Mamadou Togola, director of the research and training institute Certifex in Ségou, Mali, said: “Yes, African cotton countries lack sufficient capital for investment. However, if we educate and train good textile experts, we will eventually succeed. Certifex is educating people from our own country, but also from neighbouring countries like Chad, Burkina Faso and Ivory Coast. Our country ranks, together with Burkina Faso, on top of the list of Africa’s biggest cotton exporters. However, it’s not our ambition to export as much cotton as possible. By 2025, we want to transform locally 25 per cent of our national cotton production into textile products.” This ambition is all the more remarkable because Mali has become one of the new frontlines for the re-emergence of the Islamic State. Since 2013, the UN peace mission Minusma has lost 155 blue helmets in Mali.

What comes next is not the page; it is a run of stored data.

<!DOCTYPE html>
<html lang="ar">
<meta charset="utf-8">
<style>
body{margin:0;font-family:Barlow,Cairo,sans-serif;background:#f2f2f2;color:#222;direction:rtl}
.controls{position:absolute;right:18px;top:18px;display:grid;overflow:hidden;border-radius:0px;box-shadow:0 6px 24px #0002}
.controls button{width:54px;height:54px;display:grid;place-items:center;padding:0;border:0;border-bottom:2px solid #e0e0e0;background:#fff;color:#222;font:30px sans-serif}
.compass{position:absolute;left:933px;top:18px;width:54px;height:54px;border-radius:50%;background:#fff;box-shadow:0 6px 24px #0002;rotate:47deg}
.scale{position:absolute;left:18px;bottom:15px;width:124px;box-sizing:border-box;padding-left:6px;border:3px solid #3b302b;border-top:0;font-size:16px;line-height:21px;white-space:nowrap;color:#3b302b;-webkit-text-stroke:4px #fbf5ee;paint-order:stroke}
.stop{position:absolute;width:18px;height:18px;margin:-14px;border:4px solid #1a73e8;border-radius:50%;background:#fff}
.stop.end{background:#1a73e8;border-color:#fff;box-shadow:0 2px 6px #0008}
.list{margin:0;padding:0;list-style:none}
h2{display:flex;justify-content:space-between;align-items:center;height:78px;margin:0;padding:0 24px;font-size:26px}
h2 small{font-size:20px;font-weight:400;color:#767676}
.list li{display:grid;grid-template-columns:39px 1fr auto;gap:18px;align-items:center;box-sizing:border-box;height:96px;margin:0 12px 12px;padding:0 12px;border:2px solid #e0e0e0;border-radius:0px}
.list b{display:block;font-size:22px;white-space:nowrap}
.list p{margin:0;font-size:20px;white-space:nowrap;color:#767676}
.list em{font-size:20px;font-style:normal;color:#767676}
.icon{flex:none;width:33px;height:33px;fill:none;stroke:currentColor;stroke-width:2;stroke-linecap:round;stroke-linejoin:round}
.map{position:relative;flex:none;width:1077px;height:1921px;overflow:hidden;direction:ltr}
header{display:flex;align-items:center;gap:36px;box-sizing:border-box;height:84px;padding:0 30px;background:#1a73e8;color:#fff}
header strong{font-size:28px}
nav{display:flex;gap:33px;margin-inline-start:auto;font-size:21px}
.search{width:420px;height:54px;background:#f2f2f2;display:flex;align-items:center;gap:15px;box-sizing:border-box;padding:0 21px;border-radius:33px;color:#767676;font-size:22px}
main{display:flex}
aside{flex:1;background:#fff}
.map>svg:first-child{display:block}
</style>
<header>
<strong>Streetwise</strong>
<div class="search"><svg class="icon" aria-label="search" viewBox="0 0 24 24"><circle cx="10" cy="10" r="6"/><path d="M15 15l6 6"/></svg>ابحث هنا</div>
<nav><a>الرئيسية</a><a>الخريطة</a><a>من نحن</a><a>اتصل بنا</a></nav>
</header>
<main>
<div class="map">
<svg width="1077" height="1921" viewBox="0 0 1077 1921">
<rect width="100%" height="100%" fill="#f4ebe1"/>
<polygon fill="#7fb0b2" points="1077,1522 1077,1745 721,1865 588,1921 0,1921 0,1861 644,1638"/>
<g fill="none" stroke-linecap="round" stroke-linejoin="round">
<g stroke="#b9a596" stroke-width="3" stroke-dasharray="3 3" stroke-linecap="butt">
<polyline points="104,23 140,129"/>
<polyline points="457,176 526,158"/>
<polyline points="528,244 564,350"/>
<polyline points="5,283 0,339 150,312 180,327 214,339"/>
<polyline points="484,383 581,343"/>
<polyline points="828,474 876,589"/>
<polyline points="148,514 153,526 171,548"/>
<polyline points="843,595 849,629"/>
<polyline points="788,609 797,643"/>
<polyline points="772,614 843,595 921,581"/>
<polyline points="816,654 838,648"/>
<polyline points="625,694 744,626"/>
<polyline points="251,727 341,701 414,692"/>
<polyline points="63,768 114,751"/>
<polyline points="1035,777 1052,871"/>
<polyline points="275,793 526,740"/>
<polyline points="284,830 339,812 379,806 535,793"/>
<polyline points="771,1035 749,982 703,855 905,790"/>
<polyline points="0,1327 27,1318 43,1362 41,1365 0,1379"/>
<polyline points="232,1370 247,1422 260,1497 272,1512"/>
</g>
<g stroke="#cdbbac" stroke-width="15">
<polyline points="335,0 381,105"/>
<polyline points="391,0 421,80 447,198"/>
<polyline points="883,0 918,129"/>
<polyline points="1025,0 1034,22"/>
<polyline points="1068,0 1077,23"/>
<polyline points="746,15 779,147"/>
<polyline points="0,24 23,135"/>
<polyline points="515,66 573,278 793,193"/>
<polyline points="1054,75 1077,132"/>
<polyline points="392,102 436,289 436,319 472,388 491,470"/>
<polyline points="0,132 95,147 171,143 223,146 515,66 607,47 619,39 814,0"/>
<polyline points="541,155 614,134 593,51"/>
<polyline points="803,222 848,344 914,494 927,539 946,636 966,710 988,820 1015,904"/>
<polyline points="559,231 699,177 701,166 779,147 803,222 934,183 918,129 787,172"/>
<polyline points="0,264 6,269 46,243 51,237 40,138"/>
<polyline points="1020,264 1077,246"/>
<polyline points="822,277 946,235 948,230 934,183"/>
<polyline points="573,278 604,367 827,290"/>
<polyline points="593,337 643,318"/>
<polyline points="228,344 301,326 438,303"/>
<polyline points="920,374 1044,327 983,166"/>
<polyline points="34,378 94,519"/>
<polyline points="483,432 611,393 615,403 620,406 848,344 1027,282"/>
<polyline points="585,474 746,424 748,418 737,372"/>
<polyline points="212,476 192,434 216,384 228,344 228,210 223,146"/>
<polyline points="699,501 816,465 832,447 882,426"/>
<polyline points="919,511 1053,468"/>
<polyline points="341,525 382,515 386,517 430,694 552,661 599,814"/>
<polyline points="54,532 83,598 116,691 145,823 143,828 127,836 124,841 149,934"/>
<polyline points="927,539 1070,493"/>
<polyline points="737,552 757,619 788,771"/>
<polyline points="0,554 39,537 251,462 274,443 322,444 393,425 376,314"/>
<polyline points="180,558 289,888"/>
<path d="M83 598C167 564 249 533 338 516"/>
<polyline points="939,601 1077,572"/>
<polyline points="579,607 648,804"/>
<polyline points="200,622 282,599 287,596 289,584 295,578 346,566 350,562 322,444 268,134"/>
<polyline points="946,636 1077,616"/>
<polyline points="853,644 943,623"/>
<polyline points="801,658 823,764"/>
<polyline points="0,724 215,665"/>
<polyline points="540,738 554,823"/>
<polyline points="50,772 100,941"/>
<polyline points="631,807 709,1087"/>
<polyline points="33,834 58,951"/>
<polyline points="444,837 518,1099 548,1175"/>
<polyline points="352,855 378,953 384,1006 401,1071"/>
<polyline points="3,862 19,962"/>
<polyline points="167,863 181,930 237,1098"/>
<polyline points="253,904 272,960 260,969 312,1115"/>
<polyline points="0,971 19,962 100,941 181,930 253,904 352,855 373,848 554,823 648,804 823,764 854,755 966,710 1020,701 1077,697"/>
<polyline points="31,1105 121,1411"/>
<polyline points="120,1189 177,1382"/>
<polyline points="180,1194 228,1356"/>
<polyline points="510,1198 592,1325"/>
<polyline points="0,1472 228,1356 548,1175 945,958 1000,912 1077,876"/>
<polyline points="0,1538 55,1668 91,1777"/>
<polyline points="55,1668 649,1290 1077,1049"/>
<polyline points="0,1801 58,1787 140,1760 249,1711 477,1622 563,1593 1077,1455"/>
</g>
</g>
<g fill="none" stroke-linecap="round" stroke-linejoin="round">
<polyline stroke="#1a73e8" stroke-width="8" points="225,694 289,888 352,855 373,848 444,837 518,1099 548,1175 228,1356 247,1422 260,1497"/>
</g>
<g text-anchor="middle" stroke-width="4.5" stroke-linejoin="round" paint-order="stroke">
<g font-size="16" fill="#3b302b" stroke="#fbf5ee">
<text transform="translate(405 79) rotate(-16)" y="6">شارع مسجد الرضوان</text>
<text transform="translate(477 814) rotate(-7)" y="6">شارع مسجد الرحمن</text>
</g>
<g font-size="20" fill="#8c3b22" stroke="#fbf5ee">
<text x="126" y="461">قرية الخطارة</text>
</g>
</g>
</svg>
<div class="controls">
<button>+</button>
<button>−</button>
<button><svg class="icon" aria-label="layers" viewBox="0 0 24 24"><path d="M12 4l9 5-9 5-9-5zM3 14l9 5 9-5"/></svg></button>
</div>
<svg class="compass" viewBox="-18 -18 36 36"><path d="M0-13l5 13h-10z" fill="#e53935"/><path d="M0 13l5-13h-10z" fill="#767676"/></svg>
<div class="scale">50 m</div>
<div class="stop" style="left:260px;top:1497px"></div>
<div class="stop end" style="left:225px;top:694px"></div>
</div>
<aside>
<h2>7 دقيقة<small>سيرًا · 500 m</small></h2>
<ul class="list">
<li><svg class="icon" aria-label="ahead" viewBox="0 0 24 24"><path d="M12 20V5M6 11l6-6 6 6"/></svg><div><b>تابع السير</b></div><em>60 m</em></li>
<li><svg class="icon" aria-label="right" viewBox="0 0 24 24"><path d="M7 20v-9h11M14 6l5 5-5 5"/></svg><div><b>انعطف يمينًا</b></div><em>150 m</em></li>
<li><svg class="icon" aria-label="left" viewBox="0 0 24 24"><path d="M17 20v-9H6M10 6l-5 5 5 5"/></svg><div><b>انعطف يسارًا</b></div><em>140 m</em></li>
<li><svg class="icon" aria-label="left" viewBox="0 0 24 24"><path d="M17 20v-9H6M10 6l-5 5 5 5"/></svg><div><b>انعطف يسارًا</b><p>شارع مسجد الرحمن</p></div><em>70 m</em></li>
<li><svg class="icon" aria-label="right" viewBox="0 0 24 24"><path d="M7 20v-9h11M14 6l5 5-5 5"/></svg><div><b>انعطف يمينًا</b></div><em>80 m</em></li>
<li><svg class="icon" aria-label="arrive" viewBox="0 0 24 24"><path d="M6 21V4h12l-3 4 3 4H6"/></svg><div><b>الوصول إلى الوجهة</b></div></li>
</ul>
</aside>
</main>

A paper submitted by French agricultural research organisation Cirad recalled the recent interest of some African farms in motorisation. Cirad is confident it can help the African cotton sector not to repeat the mistakes of the past and to ensure the sustainability of the transition to motorisation in conjunction with the needed agro-ecological transition.

Mike Edwards, editor of Cotton Outlook, made a detailed analysis of the changing world cotton market and concluded that for many African cotton producing countries, recent seasons have been characterised by strong demand and firm prices. The countries in the African Franc Zone have encountered vigorous demand from Bangladesh—today the world’s largest import market. The eventual re-emergence of China as an importer of larger volumes from the international market should have bullish implications for world prices and may provide additional opportunities for African cotton.